== Segment start ==

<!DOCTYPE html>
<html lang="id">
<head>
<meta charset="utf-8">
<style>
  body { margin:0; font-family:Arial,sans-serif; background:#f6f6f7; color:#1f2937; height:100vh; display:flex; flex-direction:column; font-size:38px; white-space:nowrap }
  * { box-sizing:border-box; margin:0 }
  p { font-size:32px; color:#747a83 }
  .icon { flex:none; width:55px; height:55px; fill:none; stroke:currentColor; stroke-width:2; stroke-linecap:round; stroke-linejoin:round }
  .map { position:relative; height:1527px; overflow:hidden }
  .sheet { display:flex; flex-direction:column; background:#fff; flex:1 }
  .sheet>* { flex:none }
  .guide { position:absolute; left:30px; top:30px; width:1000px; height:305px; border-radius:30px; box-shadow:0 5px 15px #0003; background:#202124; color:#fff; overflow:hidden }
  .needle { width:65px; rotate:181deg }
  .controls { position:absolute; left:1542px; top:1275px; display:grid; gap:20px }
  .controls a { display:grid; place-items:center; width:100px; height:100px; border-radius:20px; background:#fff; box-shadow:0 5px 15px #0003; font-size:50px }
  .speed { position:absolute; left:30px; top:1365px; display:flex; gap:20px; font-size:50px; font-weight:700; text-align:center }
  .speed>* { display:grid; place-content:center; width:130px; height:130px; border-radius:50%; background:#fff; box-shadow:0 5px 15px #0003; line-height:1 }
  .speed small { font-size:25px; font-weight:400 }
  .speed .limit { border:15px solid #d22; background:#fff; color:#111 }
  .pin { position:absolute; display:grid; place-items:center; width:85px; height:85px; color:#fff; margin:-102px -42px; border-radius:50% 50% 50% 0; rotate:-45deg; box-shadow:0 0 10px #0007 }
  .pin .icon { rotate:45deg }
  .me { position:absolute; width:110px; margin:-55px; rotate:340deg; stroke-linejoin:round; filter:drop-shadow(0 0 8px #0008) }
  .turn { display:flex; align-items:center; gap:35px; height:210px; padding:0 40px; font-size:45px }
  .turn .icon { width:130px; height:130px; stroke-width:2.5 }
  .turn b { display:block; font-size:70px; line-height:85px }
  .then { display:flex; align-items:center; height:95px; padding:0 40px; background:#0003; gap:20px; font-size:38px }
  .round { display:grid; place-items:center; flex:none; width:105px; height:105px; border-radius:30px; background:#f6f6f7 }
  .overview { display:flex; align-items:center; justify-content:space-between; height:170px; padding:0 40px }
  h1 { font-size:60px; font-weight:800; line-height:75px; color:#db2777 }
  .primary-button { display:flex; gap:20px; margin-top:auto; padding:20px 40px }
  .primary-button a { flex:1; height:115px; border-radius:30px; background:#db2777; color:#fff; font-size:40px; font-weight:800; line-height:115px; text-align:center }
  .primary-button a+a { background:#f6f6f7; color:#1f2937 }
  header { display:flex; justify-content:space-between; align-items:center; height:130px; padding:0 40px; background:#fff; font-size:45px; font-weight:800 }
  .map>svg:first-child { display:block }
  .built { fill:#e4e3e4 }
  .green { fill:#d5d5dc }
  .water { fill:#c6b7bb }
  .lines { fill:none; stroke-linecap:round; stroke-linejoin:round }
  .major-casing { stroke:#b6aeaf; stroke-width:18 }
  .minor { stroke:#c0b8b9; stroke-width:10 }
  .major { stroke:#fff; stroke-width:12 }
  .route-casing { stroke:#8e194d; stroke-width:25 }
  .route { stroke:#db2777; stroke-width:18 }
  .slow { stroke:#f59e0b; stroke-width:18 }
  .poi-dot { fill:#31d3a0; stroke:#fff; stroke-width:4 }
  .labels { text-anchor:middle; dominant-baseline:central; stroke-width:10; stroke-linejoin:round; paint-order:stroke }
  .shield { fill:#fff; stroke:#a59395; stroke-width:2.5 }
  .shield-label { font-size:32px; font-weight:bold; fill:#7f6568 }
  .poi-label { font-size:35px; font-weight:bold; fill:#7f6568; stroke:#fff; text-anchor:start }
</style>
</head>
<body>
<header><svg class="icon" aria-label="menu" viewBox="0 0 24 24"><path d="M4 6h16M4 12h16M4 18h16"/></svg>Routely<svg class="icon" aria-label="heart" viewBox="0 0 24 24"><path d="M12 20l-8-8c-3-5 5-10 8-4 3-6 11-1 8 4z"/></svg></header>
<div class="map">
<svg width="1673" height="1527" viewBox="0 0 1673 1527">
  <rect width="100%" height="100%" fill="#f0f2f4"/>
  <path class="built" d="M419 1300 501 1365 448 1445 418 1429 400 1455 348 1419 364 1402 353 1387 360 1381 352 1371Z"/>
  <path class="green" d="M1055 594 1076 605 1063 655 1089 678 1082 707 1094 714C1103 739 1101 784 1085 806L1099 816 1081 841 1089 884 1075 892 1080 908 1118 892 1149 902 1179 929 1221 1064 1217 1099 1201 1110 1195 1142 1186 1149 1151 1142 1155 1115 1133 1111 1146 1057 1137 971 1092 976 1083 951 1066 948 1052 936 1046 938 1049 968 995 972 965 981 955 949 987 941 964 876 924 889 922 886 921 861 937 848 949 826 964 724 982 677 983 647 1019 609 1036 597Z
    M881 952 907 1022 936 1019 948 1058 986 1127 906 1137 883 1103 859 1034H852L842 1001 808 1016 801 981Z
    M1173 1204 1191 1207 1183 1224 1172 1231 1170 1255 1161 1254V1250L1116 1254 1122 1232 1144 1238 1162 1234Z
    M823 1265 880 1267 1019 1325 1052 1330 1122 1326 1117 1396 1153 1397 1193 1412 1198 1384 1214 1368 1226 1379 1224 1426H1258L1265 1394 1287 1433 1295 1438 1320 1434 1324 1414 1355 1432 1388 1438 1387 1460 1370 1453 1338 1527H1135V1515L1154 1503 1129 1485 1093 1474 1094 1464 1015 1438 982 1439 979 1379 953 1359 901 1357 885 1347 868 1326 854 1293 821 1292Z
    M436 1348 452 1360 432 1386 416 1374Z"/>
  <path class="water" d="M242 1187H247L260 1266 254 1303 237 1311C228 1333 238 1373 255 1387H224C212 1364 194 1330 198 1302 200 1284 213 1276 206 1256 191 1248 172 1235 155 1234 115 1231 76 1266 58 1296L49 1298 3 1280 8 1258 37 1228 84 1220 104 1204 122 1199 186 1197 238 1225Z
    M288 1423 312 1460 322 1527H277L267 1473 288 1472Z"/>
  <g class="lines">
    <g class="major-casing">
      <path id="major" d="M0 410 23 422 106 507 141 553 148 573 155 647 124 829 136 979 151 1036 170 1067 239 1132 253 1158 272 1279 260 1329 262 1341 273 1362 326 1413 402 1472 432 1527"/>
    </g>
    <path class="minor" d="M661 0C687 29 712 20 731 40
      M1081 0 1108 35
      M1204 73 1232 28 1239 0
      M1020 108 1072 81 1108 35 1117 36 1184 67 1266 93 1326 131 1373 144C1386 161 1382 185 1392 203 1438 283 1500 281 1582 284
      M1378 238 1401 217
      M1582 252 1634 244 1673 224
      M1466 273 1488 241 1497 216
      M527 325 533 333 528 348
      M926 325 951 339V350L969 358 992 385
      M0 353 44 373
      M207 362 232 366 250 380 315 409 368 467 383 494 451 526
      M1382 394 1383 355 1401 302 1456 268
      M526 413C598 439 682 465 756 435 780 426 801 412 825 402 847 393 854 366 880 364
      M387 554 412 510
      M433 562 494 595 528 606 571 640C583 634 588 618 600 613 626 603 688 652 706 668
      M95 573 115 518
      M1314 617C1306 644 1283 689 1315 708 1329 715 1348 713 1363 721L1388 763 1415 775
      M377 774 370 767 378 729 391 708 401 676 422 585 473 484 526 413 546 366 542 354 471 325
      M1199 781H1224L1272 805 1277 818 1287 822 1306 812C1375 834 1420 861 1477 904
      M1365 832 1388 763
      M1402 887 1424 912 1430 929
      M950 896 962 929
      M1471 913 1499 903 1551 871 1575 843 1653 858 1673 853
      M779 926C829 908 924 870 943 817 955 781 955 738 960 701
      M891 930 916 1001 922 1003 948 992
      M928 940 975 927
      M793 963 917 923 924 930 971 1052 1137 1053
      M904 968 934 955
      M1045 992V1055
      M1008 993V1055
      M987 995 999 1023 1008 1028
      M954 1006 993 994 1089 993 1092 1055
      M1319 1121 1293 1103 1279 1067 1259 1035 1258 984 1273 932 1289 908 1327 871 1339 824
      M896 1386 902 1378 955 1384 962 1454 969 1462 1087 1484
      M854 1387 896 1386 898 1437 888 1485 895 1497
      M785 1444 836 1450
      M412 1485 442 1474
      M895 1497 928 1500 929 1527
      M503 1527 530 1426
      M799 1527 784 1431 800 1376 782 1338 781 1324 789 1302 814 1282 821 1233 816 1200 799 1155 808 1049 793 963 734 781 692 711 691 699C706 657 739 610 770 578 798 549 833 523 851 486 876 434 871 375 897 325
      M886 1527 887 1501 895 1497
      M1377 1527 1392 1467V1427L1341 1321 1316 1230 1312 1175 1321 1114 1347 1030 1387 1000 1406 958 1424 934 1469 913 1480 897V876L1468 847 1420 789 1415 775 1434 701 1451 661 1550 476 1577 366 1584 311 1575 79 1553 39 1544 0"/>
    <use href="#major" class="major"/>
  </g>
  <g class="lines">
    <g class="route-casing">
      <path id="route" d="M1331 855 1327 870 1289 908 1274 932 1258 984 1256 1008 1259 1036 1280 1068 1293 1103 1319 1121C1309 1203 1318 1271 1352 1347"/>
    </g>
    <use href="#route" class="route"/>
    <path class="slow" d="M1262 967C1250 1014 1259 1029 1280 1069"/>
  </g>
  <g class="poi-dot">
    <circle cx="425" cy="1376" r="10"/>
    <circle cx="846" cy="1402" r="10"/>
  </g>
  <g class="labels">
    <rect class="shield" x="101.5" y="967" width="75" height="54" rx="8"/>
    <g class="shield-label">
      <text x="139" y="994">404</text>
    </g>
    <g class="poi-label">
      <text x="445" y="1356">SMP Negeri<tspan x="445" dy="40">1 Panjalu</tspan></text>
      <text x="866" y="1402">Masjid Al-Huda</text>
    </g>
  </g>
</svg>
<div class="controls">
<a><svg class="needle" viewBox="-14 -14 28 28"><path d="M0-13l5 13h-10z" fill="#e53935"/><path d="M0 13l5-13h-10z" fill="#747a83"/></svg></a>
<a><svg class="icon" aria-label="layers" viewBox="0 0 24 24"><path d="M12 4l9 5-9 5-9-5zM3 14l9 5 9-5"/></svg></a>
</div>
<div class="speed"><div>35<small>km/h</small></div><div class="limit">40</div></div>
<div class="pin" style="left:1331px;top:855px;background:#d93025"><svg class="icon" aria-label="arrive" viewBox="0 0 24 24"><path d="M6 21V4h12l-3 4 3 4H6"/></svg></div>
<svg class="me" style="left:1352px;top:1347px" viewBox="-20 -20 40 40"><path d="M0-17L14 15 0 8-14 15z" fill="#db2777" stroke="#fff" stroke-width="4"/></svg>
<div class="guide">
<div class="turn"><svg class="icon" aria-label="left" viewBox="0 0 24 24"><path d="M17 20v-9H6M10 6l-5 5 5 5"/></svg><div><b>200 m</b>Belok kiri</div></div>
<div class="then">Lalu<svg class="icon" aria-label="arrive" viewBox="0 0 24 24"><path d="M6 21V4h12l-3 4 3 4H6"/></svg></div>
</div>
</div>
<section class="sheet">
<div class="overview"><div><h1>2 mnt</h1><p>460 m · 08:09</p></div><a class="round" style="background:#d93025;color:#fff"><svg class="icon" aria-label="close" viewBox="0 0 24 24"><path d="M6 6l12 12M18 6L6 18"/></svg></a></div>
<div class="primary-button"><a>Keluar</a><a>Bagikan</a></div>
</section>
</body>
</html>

== Segment end ==
== Segment start ==

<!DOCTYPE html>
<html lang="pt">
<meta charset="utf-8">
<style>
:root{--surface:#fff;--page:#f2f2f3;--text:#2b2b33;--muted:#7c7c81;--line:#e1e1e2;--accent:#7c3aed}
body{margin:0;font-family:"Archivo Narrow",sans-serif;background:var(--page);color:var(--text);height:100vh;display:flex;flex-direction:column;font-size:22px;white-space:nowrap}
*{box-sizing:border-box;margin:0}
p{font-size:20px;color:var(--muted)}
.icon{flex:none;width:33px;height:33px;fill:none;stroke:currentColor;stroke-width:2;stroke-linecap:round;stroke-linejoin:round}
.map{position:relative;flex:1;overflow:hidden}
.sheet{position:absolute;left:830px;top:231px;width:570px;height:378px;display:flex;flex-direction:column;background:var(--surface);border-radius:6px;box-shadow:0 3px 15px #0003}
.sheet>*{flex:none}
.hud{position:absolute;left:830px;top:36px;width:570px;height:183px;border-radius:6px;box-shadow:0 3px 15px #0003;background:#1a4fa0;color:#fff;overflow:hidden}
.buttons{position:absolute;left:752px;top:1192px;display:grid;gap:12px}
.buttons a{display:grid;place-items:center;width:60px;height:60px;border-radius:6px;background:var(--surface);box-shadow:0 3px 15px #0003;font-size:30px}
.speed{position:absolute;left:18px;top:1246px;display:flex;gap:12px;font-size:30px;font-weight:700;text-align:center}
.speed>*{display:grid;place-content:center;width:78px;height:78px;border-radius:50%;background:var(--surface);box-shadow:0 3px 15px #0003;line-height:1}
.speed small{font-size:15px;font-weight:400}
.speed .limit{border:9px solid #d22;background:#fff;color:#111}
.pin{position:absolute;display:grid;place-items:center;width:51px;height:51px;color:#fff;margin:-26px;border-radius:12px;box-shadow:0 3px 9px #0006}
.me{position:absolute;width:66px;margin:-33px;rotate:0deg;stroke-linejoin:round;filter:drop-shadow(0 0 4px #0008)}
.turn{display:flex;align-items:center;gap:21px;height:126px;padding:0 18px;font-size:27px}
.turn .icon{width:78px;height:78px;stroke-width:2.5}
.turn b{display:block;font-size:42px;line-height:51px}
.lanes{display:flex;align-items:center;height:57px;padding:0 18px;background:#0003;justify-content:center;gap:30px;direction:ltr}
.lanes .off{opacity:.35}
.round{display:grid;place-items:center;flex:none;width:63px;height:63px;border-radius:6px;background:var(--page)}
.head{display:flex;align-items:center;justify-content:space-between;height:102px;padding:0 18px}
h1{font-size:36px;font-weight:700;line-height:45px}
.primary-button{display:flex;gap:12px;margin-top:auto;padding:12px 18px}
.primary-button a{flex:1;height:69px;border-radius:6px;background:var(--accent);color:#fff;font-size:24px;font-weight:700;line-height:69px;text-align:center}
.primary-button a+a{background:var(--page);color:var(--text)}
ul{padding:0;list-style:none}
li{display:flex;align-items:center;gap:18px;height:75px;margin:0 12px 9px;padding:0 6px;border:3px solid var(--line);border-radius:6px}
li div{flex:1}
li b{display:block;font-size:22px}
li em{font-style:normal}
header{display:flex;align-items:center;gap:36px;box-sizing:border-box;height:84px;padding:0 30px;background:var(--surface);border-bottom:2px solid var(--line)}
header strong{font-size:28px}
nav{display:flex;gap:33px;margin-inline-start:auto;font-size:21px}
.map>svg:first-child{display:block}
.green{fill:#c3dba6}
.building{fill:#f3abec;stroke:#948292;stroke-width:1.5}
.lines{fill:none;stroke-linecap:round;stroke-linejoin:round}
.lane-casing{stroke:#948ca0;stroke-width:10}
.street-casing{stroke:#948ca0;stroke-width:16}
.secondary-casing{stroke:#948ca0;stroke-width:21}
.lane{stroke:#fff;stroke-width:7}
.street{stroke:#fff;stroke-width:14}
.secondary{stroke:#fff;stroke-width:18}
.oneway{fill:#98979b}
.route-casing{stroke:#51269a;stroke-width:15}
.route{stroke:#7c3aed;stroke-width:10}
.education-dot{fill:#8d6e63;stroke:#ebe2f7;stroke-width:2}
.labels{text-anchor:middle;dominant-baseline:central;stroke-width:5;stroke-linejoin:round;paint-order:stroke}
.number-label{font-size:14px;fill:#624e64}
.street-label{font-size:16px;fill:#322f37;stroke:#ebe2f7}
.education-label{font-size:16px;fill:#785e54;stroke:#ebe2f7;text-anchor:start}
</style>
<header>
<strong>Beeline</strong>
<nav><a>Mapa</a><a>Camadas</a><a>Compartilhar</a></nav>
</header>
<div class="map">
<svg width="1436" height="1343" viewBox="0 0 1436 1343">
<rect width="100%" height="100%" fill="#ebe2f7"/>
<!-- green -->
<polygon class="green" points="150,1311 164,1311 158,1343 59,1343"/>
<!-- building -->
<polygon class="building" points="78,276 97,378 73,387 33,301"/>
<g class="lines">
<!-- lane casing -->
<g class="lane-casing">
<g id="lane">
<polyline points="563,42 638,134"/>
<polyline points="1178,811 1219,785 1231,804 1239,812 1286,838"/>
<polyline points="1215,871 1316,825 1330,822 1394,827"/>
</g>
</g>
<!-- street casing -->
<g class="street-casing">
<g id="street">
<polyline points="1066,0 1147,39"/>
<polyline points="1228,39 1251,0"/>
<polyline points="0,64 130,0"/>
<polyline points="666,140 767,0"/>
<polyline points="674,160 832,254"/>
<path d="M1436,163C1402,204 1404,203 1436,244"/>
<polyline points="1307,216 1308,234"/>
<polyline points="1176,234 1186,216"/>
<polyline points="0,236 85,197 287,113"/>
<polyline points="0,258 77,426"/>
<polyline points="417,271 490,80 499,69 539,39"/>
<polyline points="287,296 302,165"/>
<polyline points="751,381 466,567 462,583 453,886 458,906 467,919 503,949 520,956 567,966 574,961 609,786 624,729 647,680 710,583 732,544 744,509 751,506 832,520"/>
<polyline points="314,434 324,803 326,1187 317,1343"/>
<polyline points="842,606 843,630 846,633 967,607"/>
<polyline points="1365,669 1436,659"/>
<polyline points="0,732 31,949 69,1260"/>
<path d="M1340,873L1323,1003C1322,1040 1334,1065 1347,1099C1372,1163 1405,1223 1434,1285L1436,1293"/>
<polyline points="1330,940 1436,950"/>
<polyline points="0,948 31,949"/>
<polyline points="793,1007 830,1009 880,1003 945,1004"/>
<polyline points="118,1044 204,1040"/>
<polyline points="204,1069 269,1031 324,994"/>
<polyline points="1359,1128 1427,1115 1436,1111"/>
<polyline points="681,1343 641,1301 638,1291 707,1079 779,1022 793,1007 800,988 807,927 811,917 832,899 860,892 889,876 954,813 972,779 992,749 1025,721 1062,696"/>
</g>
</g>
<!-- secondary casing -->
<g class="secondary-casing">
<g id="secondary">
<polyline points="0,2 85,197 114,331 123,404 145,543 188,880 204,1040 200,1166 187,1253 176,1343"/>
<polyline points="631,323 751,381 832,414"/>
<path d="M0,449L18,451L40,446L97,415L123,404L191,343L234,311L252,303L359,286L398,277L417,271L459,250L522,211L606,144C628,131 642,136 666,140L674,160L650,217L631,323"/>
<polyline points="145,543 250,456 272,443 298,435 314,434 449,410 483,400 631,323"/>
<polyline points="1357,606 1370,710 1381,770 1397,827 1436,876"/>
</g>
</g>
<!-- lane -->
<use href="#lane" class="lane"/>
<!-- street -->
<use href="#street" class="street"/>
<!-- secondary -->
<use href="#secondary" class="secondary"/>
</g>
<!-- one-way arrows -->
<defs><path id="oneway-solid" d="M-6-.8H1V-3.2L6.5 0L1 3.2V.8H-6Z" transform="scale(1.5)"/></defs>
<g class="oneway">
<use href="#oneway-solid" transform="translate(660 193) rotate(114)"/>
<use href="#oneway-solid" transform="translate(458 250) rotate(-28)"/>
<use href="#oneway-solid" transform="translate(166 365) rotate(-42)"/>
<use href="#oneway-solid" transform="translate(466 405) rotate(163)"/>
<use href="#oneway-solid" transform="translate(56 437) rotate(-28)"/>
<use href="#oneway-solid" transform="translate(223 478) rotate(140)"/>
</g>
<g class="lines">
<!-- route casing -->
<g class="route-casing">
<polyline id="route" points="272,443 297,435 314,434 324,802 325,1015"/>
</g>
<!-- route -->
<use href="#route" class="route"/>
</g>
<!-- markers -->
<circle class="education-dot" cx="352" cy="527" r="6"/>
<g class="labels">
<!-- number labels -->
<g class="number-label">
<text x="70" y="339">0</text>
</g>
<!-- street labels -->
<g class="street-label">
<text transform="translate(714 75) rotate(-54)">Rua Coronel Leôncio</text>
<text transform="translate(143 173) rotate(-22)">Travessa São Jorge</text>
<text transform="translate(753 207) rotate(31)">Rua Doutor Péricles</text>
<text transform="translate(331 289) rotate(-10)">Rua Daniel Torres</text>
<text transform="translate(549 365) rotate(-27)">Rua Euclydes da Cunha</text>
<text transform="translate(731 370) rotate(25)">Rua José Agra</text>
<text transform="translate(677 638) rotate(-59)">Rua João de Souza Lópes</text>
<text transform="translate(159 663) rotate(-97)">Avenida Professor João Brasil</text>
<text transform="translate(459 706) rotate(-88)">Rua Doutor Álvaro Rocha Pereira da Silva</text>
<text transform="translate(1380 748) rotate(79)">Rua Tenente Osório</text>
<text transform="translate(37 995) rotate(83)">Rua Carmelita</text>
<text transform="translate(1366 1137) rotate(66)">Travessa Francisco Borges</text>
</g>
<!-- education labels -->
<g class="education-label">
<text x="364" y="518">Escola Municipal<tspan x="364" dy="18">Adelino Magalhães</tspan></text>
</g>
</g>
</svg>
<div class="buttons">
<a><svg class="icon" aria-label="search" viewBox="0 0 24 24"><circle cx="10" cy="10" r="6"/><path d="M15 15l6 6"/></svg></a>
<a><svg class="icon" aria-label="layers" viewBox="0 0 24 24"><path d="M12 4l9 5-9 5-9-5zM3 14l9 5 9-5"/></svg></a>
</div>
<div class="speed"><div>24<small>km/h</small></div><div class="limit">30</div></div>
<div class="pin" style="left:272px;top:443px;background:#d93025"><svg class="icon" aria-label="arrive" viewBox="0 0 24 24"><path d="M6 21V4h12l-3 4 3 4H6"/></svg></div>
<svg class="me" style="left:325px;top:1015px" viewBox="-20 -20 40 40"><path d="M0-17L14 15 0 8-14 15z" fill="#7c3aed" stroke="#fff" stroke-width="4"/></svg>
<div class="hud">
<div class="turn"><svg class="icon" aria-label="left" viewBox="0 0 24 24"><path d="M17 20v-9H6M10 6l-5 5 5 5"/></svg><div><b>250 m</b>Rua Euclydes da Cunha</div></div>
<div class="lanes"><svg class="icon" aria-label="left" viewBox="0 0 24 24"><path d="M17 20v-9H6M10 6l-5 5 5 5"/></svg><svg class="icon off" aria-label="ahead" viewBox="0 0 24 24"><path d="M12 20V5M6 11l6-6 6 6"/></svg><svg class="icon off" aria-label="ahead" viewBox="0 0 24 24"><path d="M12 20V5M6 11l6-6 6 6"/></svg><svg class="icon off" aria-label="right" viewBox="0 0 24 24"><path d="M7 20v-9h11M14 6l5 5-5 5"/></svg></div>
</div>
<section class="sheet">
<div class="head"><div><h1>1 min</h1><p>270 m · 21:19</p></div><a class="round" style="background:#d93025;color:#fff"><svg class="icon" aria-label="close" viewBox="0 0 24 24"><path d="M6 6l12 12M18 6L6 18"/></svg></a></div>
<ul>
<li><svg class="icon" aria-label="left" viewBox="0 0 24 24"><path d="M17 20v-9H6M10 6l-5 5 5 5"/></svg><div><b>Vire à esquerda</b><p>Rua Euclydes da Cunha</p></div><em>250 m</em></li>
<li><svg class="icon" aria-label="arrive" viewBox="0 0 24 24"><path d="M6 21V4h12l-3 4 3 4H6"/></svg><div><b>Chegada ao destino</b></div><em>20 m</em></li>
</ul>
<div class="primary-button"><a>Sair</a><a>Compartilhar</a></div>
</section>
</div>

== Segment end ==

For the word "buttons", go through the records and show each line that carries it.

.buttons{position:absolute;left:752px;top:1192px;display:grid;gap:12px}
.buttons a{display:grid;place-items:center;width:60px;height:60px;border-radius:6px;background:var(--surface);box-shadow:0 3px 15px #0003;font-size:30px}
<div class="buttons">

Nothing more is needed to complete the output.